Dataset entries
━━━━━━━━━━━━━━━━
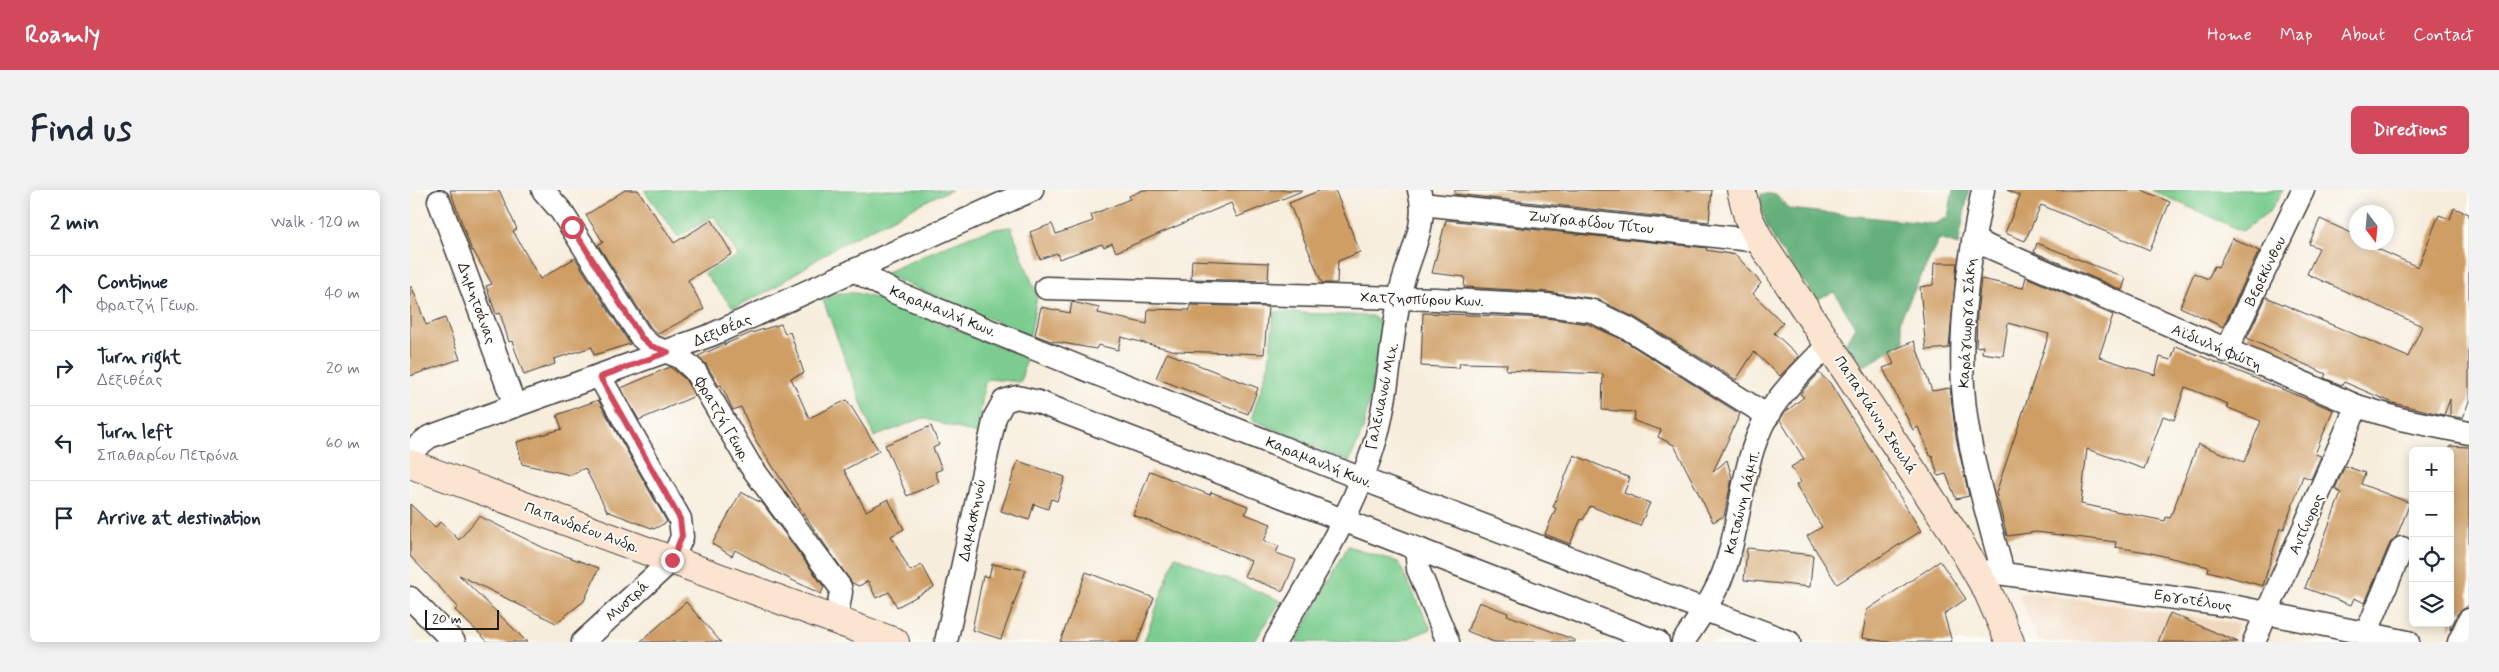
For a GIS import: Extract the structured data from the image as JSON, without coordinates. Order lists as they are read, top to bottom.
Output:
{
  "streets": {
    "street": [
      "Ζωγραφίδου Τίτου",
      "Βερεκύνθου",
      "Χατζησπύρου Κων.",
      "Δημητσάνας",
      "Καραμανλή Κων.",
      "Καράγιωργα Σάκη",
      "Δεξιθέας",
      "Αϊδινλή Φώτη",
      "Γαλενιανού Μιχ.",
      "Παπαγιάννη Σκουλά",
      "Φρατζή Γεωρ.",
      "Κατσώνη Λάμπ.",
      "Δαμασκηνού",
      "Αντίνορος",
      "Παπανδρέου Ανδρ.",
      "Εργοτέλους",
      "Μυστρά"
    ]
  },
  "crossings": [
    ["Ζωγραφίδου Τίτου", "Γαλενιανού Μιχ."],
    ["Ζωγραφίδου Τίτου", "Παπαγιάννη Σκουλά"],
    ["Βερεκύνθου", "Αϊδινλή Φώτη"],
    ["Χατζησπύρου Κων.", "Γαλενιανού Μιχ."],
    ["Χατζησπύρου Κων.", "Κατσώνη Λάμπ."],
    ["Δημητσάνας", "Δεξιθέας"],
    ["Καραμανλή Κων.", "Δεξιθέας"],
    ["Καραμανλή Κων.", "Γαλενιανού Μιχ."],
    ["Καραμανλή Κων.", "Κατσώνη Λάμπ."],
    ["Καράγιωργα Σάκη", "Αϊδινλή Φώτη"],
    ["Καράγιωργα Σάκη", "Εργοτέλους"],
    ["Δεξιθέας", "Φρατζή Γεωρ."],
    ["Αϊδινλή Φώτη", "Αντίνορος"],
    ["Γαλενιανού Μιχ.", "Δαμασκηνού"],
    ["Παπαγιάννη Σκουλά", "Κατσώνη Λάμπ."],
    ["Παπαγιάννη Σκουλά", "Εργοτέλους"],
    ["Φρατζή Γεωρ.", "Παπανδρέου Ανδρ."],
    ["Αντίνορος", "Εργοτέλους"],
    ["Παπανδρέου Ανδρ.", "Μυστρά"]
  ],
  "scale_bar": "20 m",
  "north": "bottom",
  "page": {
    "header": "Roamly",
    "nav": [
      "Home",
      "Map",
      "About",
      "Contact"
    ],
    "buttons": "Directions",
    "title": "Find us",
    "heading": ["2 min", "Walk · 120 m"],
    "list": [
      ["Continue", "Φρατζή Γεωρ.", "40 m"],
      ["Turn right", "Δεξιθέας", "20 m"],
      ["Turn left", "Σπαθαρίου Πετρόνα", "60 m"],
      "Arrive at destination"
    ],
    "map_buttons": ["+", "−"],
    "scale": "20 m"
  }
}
━━━━━━━━━━━━━━━━
# WHAT TO PRODUCE
Images are to be omitted; repeat the remaining data above exactly.

# OUTPUT BELOW
For a GIS import: Extract the structured data from the image as JSON, without coordinates. Order lists as they are read, top to bottom.
Output:
{
  "streets": {
    "street": [
      "Ζωγραφίδου Τίτου",
      "Βερεκύνθου",
      "Χατζησπύρου Κων.",
      "Δημητσάνας",
      "Καραμανλή Κων.",
      "Καράγιωργα Σάκη",
      "Δεξιθέας",
      "Αϊδινλή Φώτη",
      "Γαλενιανού Μιχ.",
      "Παπαγιάννη Σκουλά",
      "Φρατζή Γεωρ.",
      "Κατσώνη Λάμπ.",
      "Δαμασκηνού",
      "Αντίνορος",
      "Παπανδρέου Ανδρ.",
      "Εργοτέλους",
      "Μυστρά"
    ]
  },
  "crossings": [
    ["Ζωγραφίδου Τίτου", "Γαλενιανού Μιχ."],
    ["Ζωγραφίδου Τίτου", "Παπαγιάννη Σκουλά"],
    ["Βερεκύνθου", "Αϊδινλή Φώτη"],
    ["Χατζησπύρου Κων.", "Γαλενιανού Μιχ."],
    ["Χατζησπύρου Κων.", "Κατσώνη Λάμπ."],
    ["Δημητσάνας", "Δεξιθέας"],
    ["Καραμανλή Κων.", "Δεξιθέας"],
    ["Καραμανλή Κων.", "Γαλενιανού Μιχ."],
    ["Καραμανλή Κων.", "Κατσώνη Λάμπ."],
    ["Καράγιωργα Σάκη", "Αϊδινλή Φώτη"],
    ["Καράγιωργα Σάκη", "Εργοτέλους"],
    ["Δεξιθέας", "Φρατζή Γεωρ."],
    ["Αϊδινλή Φώτη", "Αντίνορος"],
    ["Γαλενιανού Μιχ.", "Δαμασκηνού"],
    ["Παπαγιάννη Σκουλά", "Κατσώνη Λάμπ."],
    ["Παπαγιάννη Σκουλά", "Εργοτέλους"],
    ["Φρατζή Γεωρ.", "Παπανδρέου Ανδρ."],
    ["Αντίνορος", "Εργοτέλους"],
    ["Παπανδρέου Ανδρ.", "Μυστρά"]
  ],
  "scale_bar": "20 m",
  "north": "bottom",
  "page": {
    "header": "Roamly",
    "nav": [
      "Home",
      "Map",
      "About",
      "Contact"
    ],
    "buttons": "Directions",
    "title": "Find us",
    "heading": ["2 min", "Walk · 120 m"],
    "list": [
      ["Continue", "Φρατζή Γεωρ.", "40 m"],
      ["Turn right", "Δεξιθέας", "20 m"],
      ["Turn left", "Σπαθαρίου Πετρόνα", "60 m"],
      "Arrive at destination"
    ],
    "map_buttons": ["+", "−"],
    "scale": "20 m"
  }
}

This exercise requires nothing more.